Final Results from the CLL20 Study: Alemtuzumab plus Dexamethasone in Very High–Risk Patients with CLL

Conference Correspondent - ASH 2014 - CLL


CLL20 was a cooperative French/German open-label study aimed at evaluating the response of patients with CLL who had del17p or were refractory to fludarabine-based regimens, to the combination of alemtuzumab plus dexamethasone (AD) as induction therapy before consolidation with alemtuzumab maintenance or allogeneic SCT (Stilgenbauer S, et al. Blood. 2014;124. Abstract 1991).

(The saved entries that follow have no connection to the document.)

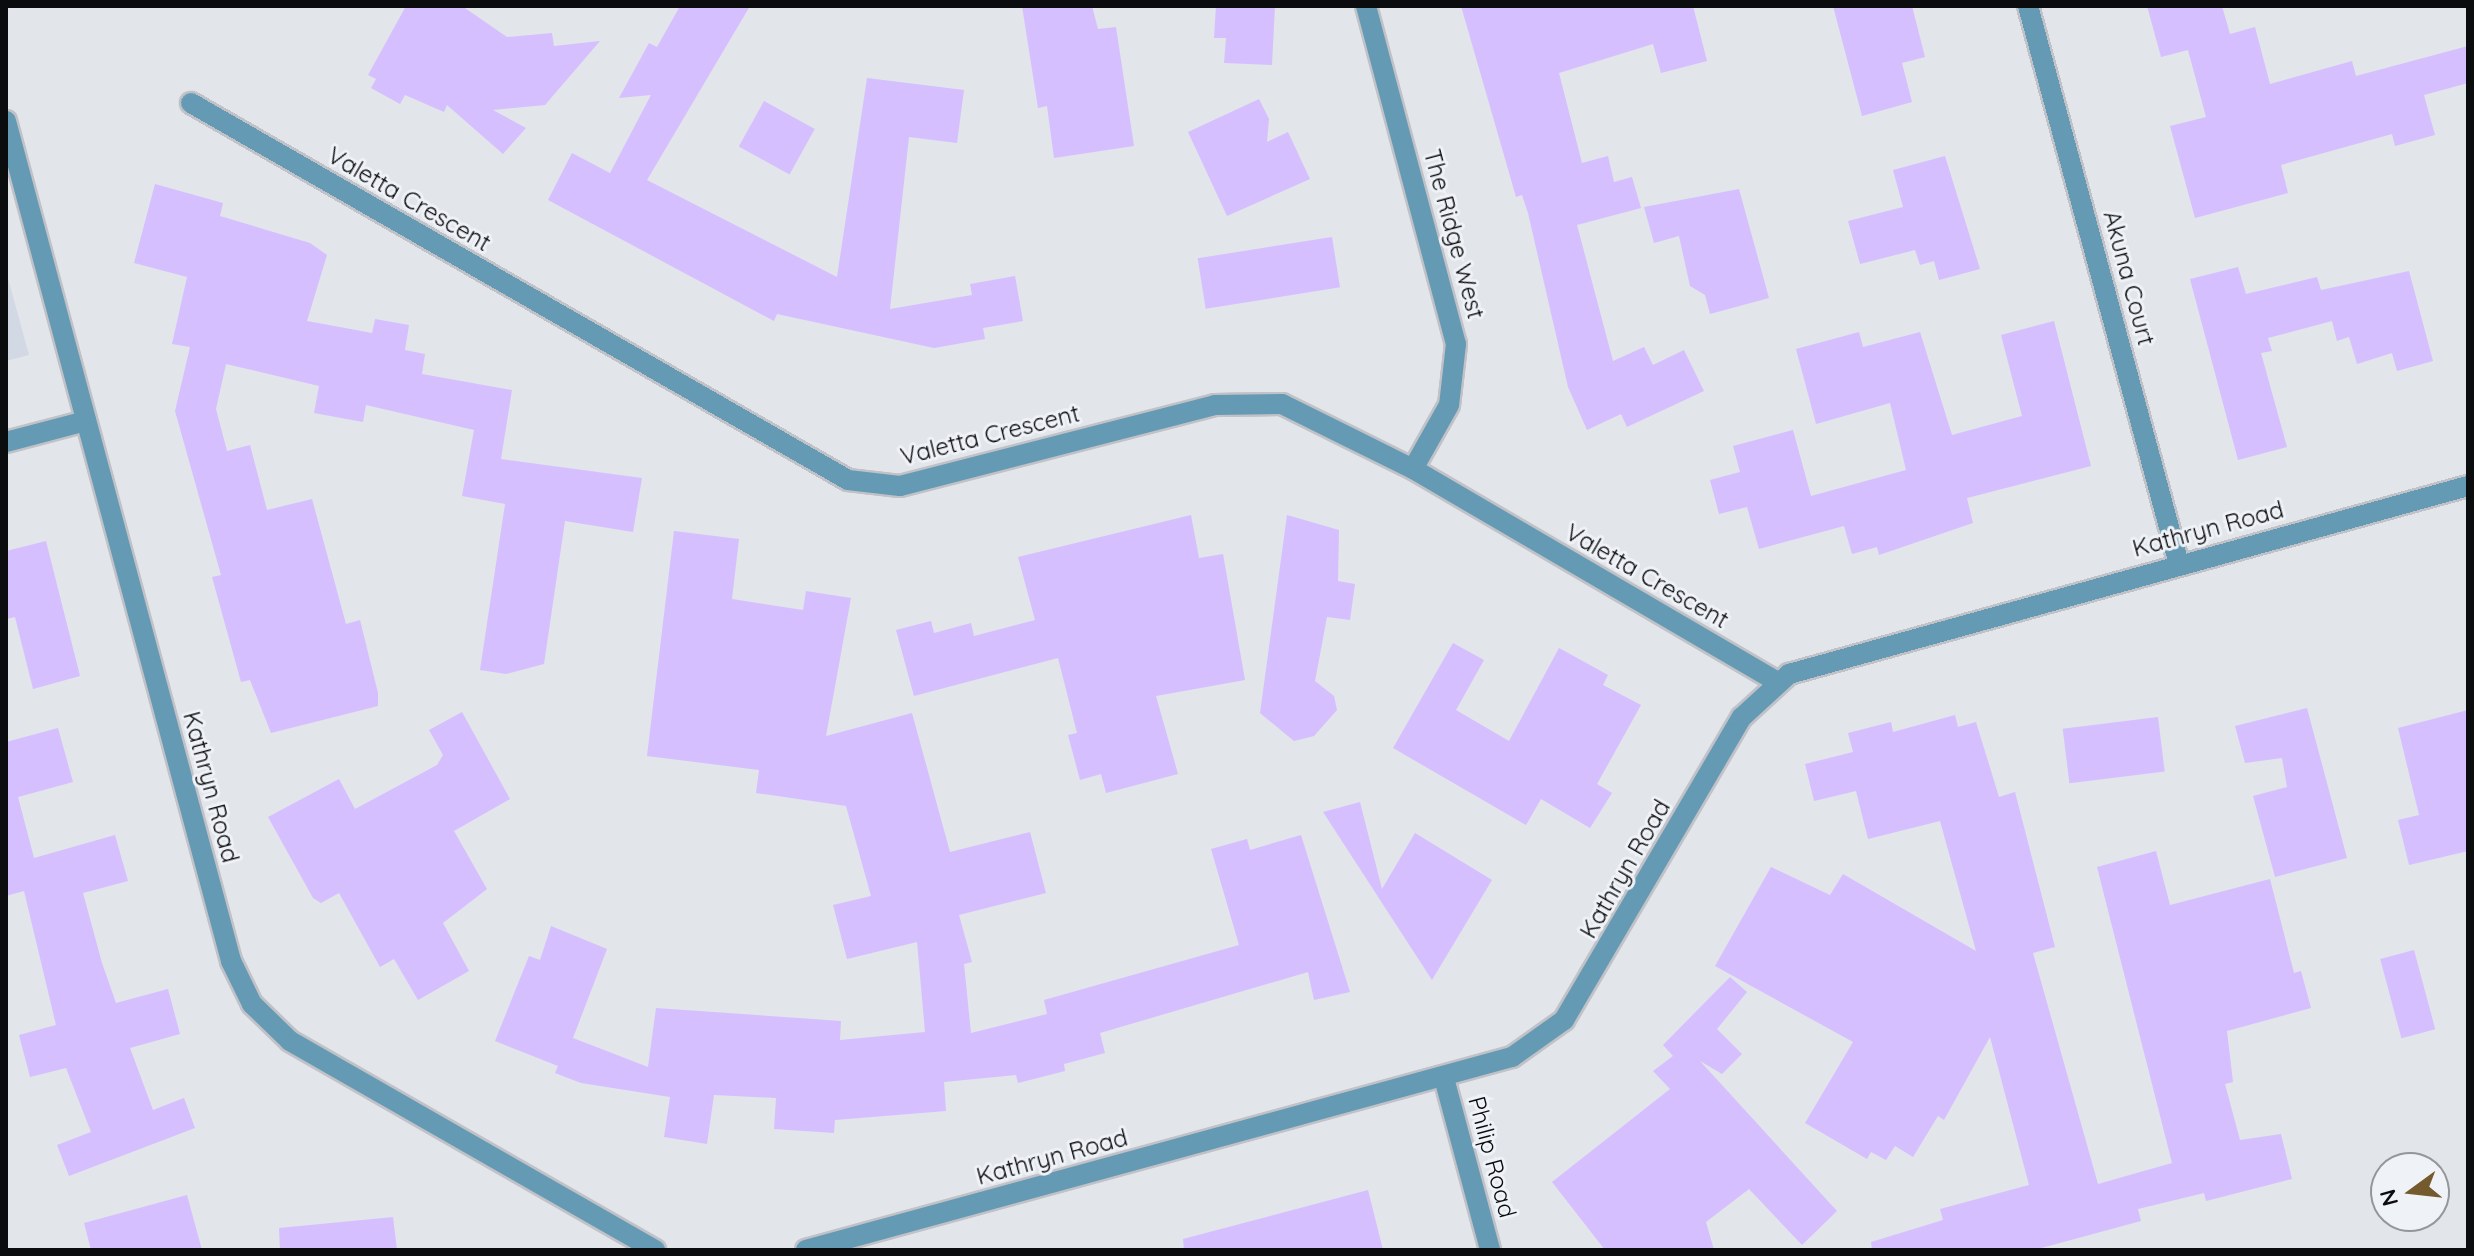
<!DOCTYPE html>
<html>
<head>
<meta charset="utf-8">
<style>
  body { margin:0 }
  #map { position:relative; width:2474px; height:1256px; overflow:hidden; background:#e2e5ea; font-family:Quicksand,sans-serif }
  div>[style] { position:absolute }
  .built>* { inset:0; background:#d2d8e4 }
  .building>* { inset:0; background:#d6bfff; transform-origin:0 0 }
  .roads { filter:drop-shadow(2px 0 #c0c2c7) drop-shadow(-2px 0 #c0c2c7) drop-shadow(0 2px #c0c2c7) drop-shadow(0 -2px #c0c2c7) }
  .street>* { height:20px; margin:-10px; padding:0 10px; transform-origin:10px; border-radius:10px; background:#659ab4 }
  span { translate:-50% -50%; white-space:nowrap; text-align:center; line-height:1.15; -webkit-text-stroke:6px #eff2f7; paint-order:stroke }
  .street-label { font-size:24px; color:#0b0c0e }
  .frame { position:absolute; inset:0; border:8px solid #0b0c0e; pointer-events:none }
  .north { position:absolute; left:2370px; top:1152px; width:80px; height:80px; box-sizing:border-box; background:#eff2f7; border:2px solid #94969a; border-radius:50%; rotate:255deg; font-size:22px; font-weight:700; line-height:32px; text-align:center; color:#0b0c0e }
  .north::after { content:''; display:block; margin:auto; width:28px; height:36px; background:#745a2c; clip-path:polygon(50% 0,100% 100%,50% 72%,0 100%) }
</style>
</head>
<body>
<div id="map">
  <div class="built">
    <i style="clip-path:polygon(6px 271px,29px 355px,6px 361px)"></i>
  </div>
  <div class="building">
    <i style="clip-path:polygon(406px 6px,462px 6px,507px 37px,552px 33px,554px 46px,600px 41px,545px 105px,493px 110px,526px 128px,503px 154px,447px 105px,444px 112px,405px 95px,400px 104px,371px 88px,376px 79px,368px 75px)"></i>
    <i style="clip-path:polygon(680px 6px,750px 6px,647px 180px,837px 277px,867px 78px,964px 90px,957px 143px,909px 137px,890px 309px,972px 295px,970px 284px,1015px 276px,1023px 321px,983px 328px,985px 339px,934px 348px,777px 314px,774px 321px,548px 200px,572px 153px,610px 173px,651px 95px,619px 98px,649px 43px,657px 47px)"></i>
    <i style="clip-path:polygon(1022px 6px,1092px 6px,1098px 29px,1116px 27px,1134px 146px,1054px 158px,1047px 106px,1038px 108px)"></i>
    <i style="clip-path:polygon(1216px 6px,1275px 6px,1272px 65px,1224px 63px,1226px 38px,1214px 38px)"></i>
    <i style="clip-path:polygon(1461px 6px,1693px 6px,1707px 61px,1661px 73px,1653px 44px,1559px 73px,1582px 163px,1608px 156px,1614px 182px,1632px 177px,1641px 208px,1577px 225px,1613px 361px,1644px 347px,1653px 365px,1684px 350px,1704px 391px,1627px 427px,1621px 414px,1587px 430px,1568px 387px,1528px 213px,1522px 195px,1516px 197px)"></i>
    <i style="clip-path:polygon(1833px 6px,1912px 6px,1925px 57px,1902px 63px,1912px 102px,1862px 116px)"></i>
    <i style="clip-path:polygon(2147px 6px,2222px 6px,2230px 34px,2255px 27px,2270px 84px,2352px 61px,2356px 76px,2468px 46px,2468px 83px,2424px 95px,2435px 135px,2395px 146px,2392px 134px,2281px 165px,2288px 193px,2195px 218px,2170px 126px,2206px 117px,2188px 50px,2161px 57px)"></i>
    <i style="clip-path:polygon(1259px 99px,1269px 119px,1267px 142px,1288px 132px,1310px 179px,1227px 216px,1188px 132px)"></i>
    <i style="left:764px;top:101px;width:58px;height:52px;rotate:29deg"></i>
    <i style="clip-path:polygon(1945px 156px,1980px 269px,1939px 280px,1934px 261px,1920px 265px,1915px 250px,1860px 264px,1848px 221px,1903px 207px,1893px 170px)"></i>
    <i style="clip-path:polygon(155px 184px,223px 203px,220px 216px,310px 243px,327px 255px,307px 321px,372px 333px,375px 319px,409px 325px,405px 350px,425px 354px,422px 374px,512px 390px,501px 459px,642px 478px,633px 532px,565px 521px,544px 664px,506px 674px,480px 670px,505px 504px,462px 496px,474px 430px,366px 405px,363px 422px,314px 413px,319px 386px,226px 364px,216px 409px,227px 451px,250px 445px,267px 510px,312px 499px,346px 624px,360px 620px,378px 693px,378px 706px,271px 733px,250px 680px,241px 682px,212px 577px,221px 575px,175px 411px,190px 347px,172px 344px,187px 277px,134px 263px)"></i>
    <i style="clip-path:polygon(1739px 189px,1769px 298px,1710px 314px,1705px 295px,1690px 286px,1679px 236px,1654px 243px,1644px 207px)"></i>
    <i style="left:1332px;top:237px;width:51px;height:136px;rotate:81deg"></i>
    <i style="clip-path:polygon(2238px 267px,2246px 294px,2317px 277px,2321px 290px,2409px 271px,2433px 361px,2397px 371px,2392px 353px,2357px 364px,2349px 337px,2337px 341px,2332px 321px,2268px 338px,2272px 351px,2261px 353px,2287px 447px,2238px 460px,2190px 279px)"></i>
    <i style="clip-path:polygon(2054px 321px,2091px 466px,1967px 498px,1973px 523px,1879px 555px,1877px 547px,1852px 554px,1844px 526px,1759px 549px,1747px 507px,1719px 514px,1710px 480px,1740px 472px,1733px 446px,1793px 430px,1811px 496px,1906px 470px,1890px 403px,1816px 424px,1796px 349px,1859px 332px,1863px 347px,1920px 332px,1952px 435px,2022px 416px,2001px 335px)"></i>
    <i style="clip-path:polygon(1191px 515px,1199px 558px,1223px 554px,1245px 680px,1156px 696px,1178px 774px,1106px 793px,1101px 774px,1080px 780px,1068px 735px,1077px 733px,1058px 658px,914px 696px,896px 630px,931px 621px,934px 633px,971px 623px,974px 636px,1035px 620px,1018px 557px)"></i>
    <i style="clip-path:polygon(1287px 515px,1339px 530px,1338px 581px,1355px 584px,1350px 620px,1327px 617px,1315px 681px,1334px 696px,1337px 710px,1314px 736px,1294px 741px,1260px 713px)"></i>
    <i style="clip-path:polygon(674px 531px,739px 539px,732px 599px,803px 610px,806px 591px,851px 598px,826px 736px,912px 713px,950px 852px,1030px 832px,1046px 893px,959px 915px,972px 962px,964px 964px,971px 1033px,1047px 1014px,1044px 1000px,1239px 945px,1211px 849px,1247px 839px,1250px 850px,1301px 835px,1350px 992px,1314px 1000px,1308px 972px,1100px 1033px,1105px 1053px,1064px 1064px,1065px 1071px,1018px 1083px,1016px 1075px,944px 1082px,946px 1111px,835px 1120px,834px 1133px,774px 1129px,776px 1098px,714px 1095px,707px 1144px,664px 1137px,670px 1097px,581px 1083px,555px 1073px,558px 1066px,495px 1041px,529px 956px,540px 960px,551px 926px,607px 949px,573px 1038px,648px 1067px,656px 1008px,841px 1021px,840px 1040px,925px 1032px,917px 942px,847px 959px,833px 905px,871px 896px,846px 806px,756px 793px,759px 770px,647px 756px)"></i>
    <i style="clip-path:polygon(46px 541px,80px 676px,33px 689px,15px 617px,6px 619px,6px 551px)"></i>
    <i style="clip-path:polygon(1453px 643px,1484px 660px,1456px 710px,1509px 741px,1559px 648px,1608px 675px,1603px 685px,1641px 705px,1597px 784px,1612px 793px,1590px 828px,1541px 799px,1526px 825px,1393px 748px)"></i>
    <i style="clip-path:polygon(2307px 708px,2347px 858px,2275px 877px,2253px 796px,2287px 787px,2282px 758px,2245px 763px,2235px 726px)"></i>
    <i style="clip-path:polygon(2468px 710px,2468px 851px,2409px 865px,2398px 820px,2419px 815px,2398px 728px)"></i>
    <i style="clip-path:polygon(462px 712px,510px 799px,454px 831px,487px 889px,443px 923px,469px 971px,418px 1000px,394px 959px,380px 967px,339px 893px,321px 903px,313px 898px,268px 817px,339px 779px,355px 809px,437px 765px,443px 755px,429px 730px)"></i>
    <i style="clip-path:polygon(1955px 715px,1958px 727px,1976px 722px,1999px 797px,2015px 792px,2055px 947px,2033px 953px,2098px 1184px,2172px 1163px,2097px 867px,2156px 851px,2170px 905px,2270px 879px,2294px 973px,2301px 971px,2311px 1008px,2227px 1031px,2233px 1082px,2225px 1084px,2240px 1140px,2281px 1134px,2292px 1179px,2206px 1201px,2204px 1193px,2138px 1209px,2141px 1221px,2034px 1250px,1872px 1250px,1871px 1242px,1943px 1220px,1940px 1209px,2029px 1185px,1990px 1037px,1944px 1120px,1938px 1116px,1913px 1157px,1895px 1146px,1886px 1160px,1871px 1152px,1867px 1159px,1805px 1123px,1853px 1042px,1715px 966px,1771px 867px,1830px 895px,1843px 874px,1976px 951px,1940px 821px,1868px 839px,1856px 791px,1814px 801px,1805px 764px,1853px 752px,1848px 733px,1891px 722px,1893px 732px)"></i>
    <i style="left:2158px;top:717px;width:55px;height:96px;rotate:83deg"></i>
    <i style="clip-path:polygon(58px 728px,73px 782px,18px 797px,34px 858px,115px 835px,128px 881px,83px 893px,102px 963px,116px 1003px,168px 989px,180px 1034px,130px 1048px,153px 1110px,184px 1098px,195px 1128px,69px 1176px,57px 1145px,91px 1132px,66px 1068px,30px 1077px,19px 1035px,56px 1025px,24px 891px,6px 896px,6px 742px)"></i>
    <i style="clip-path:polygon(1360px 802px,1382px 889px,1415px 833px,1492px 880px,1432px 980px,1323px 812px)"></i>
    <i style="left:2414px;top:950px;width:82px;height:35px;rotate:75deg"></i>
    <i style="clip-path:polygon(1730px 977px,1747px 992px,1717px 1029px,1742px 1054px,1722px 1074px,1700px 1061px,1837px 1211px,1802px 1245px,1749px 1189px,1706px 1222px,1714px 1250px,1605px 1250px,1552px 1182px,1670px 1089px,1653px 1071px,1673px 1056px,1663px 1045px)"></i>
    <i style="clip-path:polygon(1368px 1190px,1383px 1250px,1184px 1250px,1183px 1239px)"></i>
    <i style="clip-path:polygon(187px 1195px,202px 1250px,91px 1250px,84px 1223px)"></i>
    <i style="clip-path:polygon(393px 1217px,397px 1250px,280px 1250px,279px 1228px)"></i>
  </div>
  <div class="roads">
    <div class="street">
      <i style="left:1366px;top:6px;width:350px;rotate:75.1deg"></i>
      <i style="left:1456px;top:344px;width:61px;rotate:96.5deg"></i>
      <i style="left:1449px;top:405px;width:73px;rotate:119.4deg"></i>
      <i style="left:2028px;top:6px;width:578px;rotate:74.86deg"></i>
      <i style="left:191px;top:103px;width:757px;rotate:29.85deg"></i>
      <i style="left:848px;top:480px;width:52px;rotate:6.6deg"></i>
      <i style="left:900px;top:486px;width:325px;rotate:-14.4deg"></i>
      <i style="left:1215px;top:405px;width:67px;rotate:-0.9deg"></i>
      <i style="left:1282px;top:404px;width:146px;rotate:26.4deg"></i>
      <i style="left:1413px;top:469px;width:422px;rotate:30.3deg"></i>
      <i style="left:6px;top:121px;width:870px;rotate:75deg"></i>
      <i style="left:231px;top:961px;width:48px;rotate:64deg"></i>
      <i style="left:252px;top:1004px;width:53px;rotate:44.2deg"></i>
      <i style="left:290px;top:1041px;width:421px;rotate:29.8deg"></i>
      <i style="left:6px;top:442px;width:83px;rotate:-14.7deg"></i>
      <i style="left:1444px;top:1078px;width:178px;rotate:75deg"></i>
      <i style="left:806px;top:1250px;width:732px;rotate:-15.29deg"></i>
      <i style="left:1512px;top:1057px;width:64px;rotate:-35.4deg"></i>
      <i style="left:1564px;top:1020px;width:351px;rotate:-59.6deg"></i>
      <i style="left:1742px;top:717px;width:64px;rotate:-42.5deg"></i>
      <i style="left:1789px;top:674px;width:705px;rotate:-15.48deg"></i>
    </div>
  </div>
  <div class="street-label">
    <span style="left:409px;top:199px;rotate:30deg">Valetta Crescent</span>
    <span style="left:1454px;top:234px;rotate:75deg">The Ridge West</span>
    <span style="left:2129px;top:278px;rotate:75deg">Akuna Court</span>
    <span style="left:990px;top:435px;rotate:-14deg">Valetta Crescent</span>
    <span style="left:2208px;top:529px;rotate:-15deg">Kathryn Road</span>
    <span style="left:1647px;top:576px;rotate:30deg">Valetta Crescent</span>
    <span style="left:211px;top:787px;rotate:75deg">Kathryn Road</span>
    <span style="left:1625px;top:869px;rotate:-60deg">Kathryn Road</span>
    <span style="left:1052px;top:1157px;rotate:-15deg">Kathryn Road</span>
    <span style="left:1492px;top:1157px;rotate:75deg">Philip Road</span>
  </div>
  <div class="frame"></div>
  <div class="north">N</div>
</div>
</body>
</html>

The induction treatment of 131 allogeneic SCT-eligible patients consisted of subcutaneous alemtuzumab plus oral dexamethasone on 28-day cycles plus prophylactic pegfilgrastim. If at least a stable disease response was achieved after 3 cycles, the patients were treated with consolidation consisting of allogeneic SCT or alemtuzumab maintenance for up to 2 years. As shown in the Table, patients were divided into 3 cohorts—those with del17p who were being treated with AD as first-line therapy, those with del17p who had relapsed after initial induction therapy, and those who were refractory to fludarabine-based or similar therapies. All 3 cohorts were characterized by high-risk baseline disease features (Table).


Figure 1

The ORRs were high in all 3 cohorts, but complete remissions were observed primarily in the first-line del17p group, which also exhibited significantly better PFS and OS outcomes. During induction, the hematologic adverse events were as shown in the Table; the nonhematologic events were predominantly of a minor grade.

Consolidation consisted of alemtuzumab maintenance in 37% of the patients and allogeneic SCT in 25% of the patients who had stable disease after induction therapy. When comparing PFS between alemtuzumab maintenance and allogeneic SCT, patients experienced 84% and 48% events, respectively, significantly favoring allogeneic SCT (P = .002). Moreover, during alemtuzumab maintenance, grade 3/4 neutropenia (47%) and thrombocytopenia (12%) were observed, with 10% to 17% serious noncytomegalovirus infections observed in the 3 cohorts.

Thus, AD followed by alemtuzumab maintenance or allogeneic SCT demonstrated high response rates in what the authors describe as “ultra high-risk” patients with CLL. In patients with del17p who received first-line treatment with AD, the results are comparable with standard FCR therapy. Allogeneic SCT offers superior disease control compared with alemtuzumab maintenance after induction with AD. These data may provide a new benchmark for treating ultra high–risk patients with CLL.